Using Hudi DeltaStreamer with Kafka for Low Latency Pipelines
Build near real-time lakehouse ingestion using Hudi DeltaStreamer and Kafka
As modern applications generate massive streams of data in real time, engineering teams are challenged with ingesting this data efficiently into data lakes for downstream analytics and machine learning.
Apache Hudi’s DeltaStreamer, combined with Apache Kafka, offers a powerful solution to build low-latency pipelines that continuously ingest and upsert streaming data into a transactional data lake — all without writing custom Spark code.
In this post, we’ll explore how to configure Hudi DeltaStreamer to consume from Kafka, write to S3 or HDFS, and tune it for scalable, real-time ingestion.
What is Hudi DeltaStreamer?
DeltaStreamer is a Spark-based utility provided by Hudi that supports:
- Source-to-lake ingestion from Kafka, files, JDBC, and Hive
- Upserts, inserts, and deletes using Hudi table formats
- Schema evolution, transformations, and checkpointing
- Both batch and continuous modes
It removes the need to write and maintain custom ingestion code for structured streaming jobs.

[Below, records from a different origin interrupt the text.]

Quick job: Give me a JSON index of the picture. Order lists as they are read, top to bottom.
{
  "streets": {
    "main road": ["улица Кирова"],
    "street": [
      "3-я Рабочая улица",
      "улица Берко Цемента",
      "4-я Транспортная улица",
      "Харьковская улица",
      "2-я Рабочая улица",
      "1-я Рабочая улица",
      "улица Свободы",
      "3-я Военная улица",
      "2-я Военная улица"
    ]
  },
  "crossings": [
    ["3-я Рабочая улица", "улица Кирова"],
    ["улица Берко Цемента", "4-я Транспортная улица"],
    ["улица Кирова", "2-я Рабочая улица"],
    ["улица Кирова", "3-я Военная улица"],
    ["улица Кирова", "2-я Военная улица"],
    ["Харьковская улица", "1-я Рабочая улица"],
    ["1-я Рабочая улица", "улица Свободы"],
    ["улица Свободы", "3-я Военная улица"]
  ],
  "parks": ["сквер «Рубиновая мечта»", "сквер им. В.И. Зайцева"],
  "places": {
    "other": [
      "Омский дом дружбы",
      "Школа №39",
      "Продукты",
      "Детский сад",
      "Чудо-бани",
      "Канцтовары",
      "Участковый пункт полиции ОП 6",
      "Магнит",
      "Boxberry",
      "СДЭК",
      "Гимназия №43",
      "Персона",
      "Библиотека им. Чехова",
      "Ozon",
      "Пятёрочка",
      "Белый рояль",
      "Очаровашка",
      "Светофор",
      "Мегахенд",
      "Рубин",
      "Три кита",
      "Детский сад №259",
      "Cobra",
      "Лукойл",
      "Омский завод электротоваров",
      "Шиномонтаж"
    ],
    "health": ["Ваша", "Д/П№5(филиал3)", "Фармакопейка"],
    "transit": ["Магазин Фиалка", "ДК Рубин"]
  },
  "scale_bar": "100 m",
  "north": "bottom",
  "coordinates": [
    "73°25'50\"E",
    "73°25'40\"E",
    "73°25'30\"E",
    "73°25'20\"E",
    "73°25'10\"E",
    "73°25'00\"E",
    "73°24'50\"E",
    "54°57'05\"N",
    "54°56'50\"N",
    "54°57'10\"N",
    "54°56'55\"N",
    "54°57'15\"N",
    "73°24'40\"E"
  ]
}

Use Case: Kafka to Lakehouse with DeltaStreamer
Architecture overview:
Kafka → DeltaStreamer (Spark Job) → Hudi Table (on S3/HDFS) → Athena / Presto / Hive
DeltaStreamer reads JSON/Avro events from a Kafka topic and writes them to a Hudi Copy-on-Write (COW) or Merge-on-Read (MOR) table in a transactional and incremental manner.
Prerequisites
- Apache Hudi 0.10.0 or later
- Apache Kafka running with topics populated
- Apache Spark 3.x cluster (YARN, EMR, or standalone)
- Access to S3 or HDFS
- Schema registry (optional for Avro)
Step 1: Define Properties File
Create a config file: kafka-source.properties
# Kafka source configs
hoodie.deltastreamer.source.class=org.apache.hudi.utilities.sources.KafkaSource
hoodie.deltastreamer.source.kafka.topic=kafka_orders
hoodie.deltastreamer.source.kafka.bootstrap.servers=broker1:9092,broker2:9092
hoodie.deltastreamer.source.kafka.group.id=hudi_ingest_group
hoodie.deltastreamer.source.kafka.fetch.max.records=1000
# Schema provider
hoodie.deltastreamer.schema.provider.class=org.apache.hudi.utilities.schema.FilebasedSchemaProvider
hoodie.deltastreamer.source.schema.file=/path/to/schema.avsc
# Target Hudi table configs
hoodie.table.name=hudi_orders
hoodie.datasource.write.recordkey.field=order_id
hoodie.datasource.write.precombine.field=event_ts
hoodie.datasource.write.partitionpath.field=region
hoodie.datasource.write.table.type=COPY_ON_WRITE
hoodie.datasource.write.operation=upsert
hoodie.deltastreamer.keygen.class=org.apache.hudi.keygen.SimpleKeyGenerator
# Storage location
hoodie.base.path=s3a://my-lake/hudi_orders
Step 2: Run DeltaStreamer in Continuous Mode
Use the following command to launch DeltaStreamer in continuous ingestion mode:
spark-submit \
--class org.apache.hudi.utilities.deltastreamer.HoodieDeltaStreamer \
--master yarn \
--deploy-mode cluster \
/path/to/hudi-utilities-bundle.jar \
--props kafka-source.properties \
--target-base-path s3a://my-lake/hudi_orders \
--table-type COPY_ON_WRITE \
--continuous
This runs indefinitely and continuously consumes from Kafka, writing every few seconds based on commit interval.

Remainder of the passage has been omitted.